## TASK TO COMPLETE
The copy you return must match the listing word for word and carry no pictures.

## DATA EXTRACT
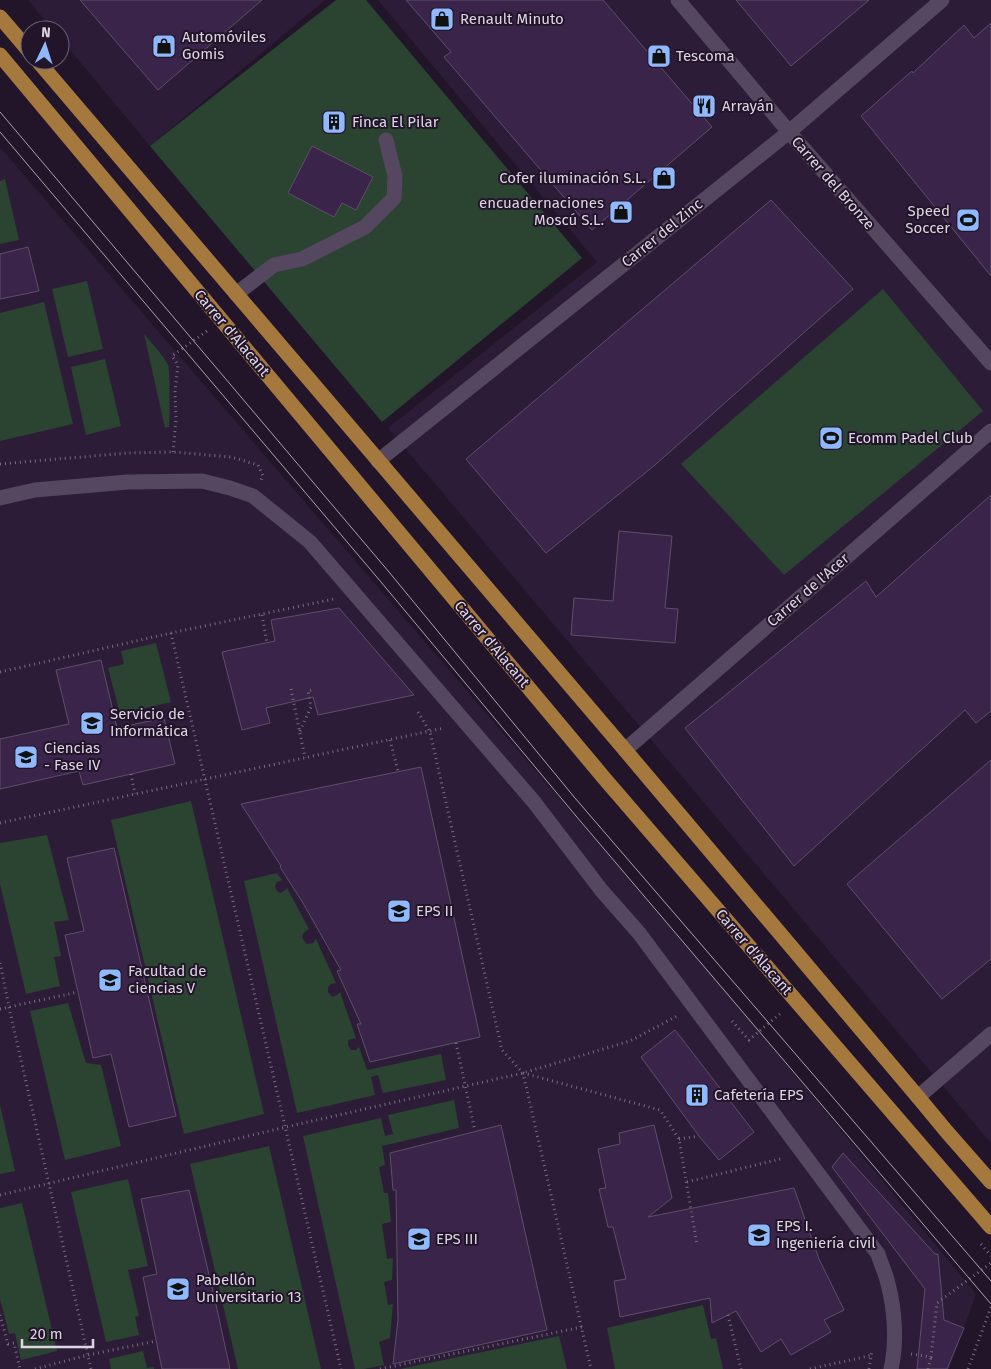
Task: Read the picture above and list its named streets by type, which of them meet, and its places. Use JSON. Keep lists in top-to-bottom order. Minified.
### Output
{"streets":{"main road":["Carrer d'Alacant"],"street":["Carrer del Bronze","Carrer del Zinc","Carrer de l'Acer"]},"crossings":[["Carrer del Bronze","Carrer del Zinc"],["Carrer del Zinc","Carrer d'Alacant"],["Carrer d'Alacant","Carrer de l'Acer"]],"places":{"shop":["Renault Minuto","Automóviles Gomis","Tescoma","Cofer iluminación S.L.","encuadernaciones Moscú S.L."],"restaurant":["Arrayán"],"building":["Finca El Pilar","Cafetería EPS"],"sports":["Speed Soccer","Ecomm Padel Club"],"school or university":["Servicio de Informática","Ciencias - Fase IV","EPS II","Facultad de ciencias V","EPS I. Ingeniería civil","EPS III","Pabellón Universitario 13"]},"scale_bar":"20 m","north":"top"}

## TASK ANSWER
Task: Read the picture above and list its named streets by type, which of them meet, and its places. Use JSON. Keep lists in top-to-bottom order. Minified.
### Output
{"streets":{"main road":["Carrer d'Alacant"],"street":["Carrer del Bronze","Carrer del Zinc","Carrer de l'Acer"]},"crossings":[["Carrer del Bronze","Carrer del Zinc"],["Carrer del Zinc","Carrer d'Alacant"],["Carrer d'Alacant","Carrer de l'Acer"]],"places":{"shop":["Renault Minuto","Automóviles Gomis","Tescoma","Cofer iluminación S.L.","encuadernaciones Moscú S.L."],"restaurant":["Arrayán"],"building":["Finca El Pilar","Cafetería EPS"],"sports":["Speed Soccer","Ecomm Padel Club"],"school or university":["Servicio de Informática","Ciencias - Fase IV","EPS II","Facultad de ciencias V","EPS I. Ingeniería civil","EPS III","Pabellón Universitario 13"]},"scale_bar":"20 m","north":"top"}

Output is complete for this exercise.